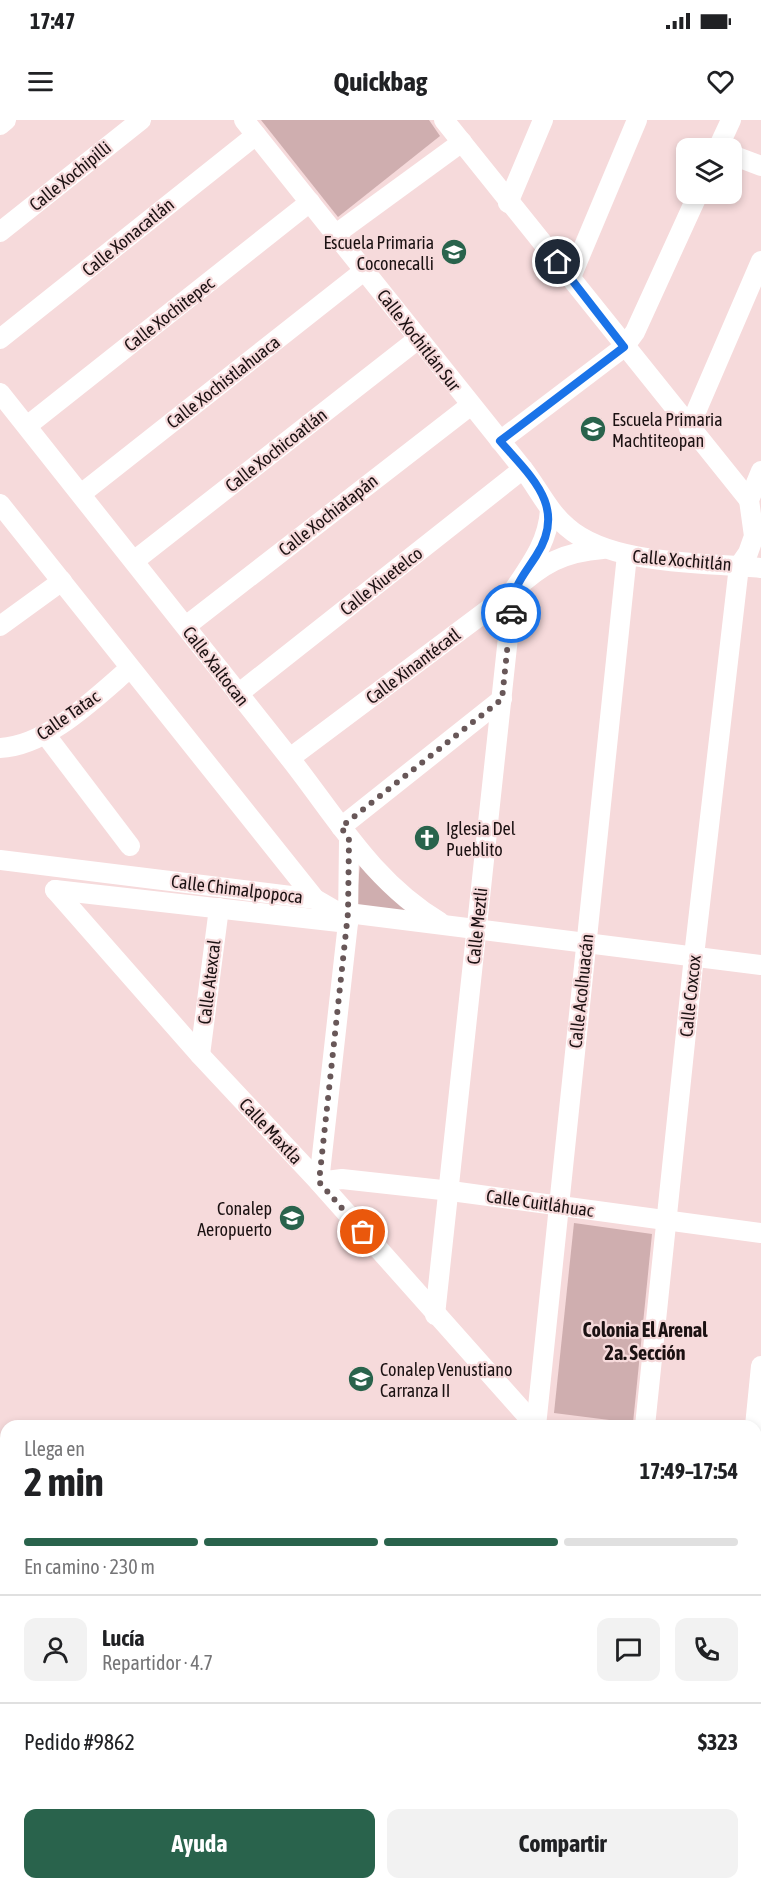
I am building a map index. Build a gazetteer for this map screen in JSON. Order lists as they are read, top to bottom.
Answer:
{
  "streets": {
    "street": [
      "Calle Xochipilli",
      "Calle Xonacatlán",
      "Calle Xochitepec",
      "Calle Xochitlán Sur",
      "Calle Xochistlahuaca",
      "Calle Xochicoatlán",
      "Calle Xochiatapán",
      "Calle Xochitlán",
      "Calle Xiuetelco",
      "Calle Xaltocan",
      "Calle Xinantécatl",
      "Calle Tatac",
      "Calle Chimalpopoca",
      "Calle Meztli",
      "Calle Atexcal",
      "Calle Acolhuacán",
      "Calle Coxcox",
      "Calle Maxtla",
      "Calle Cuitláhuac"
    ]
  },
  "crossings": [
    ["Calle Xonacatlán", "Calle Xochitlán Sur"],
    ["Calle Xochitepec", "Calle Xochitlán Sur"],
    ["Calle Xochitepec", "Calle Xaltocan"],
    ["Calle Xochitlán Sur", "Calle Xochistlahuaca"],
    ["Calle Xochitlán Sur", "Calle Xochicoatlán"],
    ["Calle Xochitlán Sur", "Calle Xochiatapán"],
    ["Calle Xochitlán Sur", "Calle Xochitlán"],
    ["Calle Xochitlán Sur", "Calle Xiuetelco"],
    ["Calle Xochitlán Sur", "Calle Xinantécatl"],
    ["Calle Xochitlán Sur", "Calle Meztli"],
    ["Calle Xochistlahuaca", "Calle Xaltocan"],
    ["Calle Xochicoatlán", "Calle Xaltocan"],
    ["Calle Xochiatapán", "Calle Xaltocan"],
    ["Calle Xochitlán", "Calle Xinantécatl"],
    ["Calle Xochitlán", "Calle Acolhuacán"],
    ["Calle Xochitlán", "Calle Coxcox"],
    ["Calle Xiuetelco", "Calle Xaltocan"],
    ["Calle Xaltocan", "Calle Xinantécatl"],
    ["Calle Xaltocan", "Calle Chimalpopoca"],
    ["Calle Xinantécatl", "Calle Meztli"],
    ["Calle Chimalpopoca", "Calle Meztli"],
    ["Calle Chimalpopoca", "Calle Acolhuacán"],
    ["Calle Chimalpopoca", "Calle Coxcox"],
    ["Calle Meztli", "Calle Maxtla"],
    ["Calle Meztli", "Calle Cuitláhuac"],
    ["Calle Atexcal", "Calle Maxtla"],
    ["Calle Acolhuacán", "Calle Cuitláhuac"],
    ["Calle Coxcox", "Calle Cuitláhuac"],
    ["Calle Maxtla", "Calle Cuitláhuac"]
  ],
  "districts": ["Colonia El Arenal 2a. Sección"],
  "places": {
    "school or university": [
      "Escuela Primaria Coconecalli",
      "Escuela Primaria Machtiteopan",
      "Conalep Aeropuerto",
      "Conalep Venustiano Carranza II"
    ],
    "church": ["Iglesia Del Pueblito"]
  },
  "page": {
    "status": "17:47",
    "header": "Quickbag",
    "heading": ["2 min", "Llega en", "17:49–17:54"],
    "panel": [
      "Lucía",
      "Repartidor · 4.7",
      "Pedido #9862",
      "$323"
    ],
    "bar": "En camino · 230 m",
    "buttons": ["Ayuda", "Compartir"]
  }
}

★ ★ ★ ★

### WORK TO COMPLETE
Filter the data above down to lines with the word "Xochistlahuaca", and copy them.

### COMPLETED EXERCISE
      "Calle Xochistlahuaca",
    ["Calle Xochitlán Sur", "Calle Xochistlahuaca"],
    ["Calle Xochistlahuaca", "Calle Xaltocan"],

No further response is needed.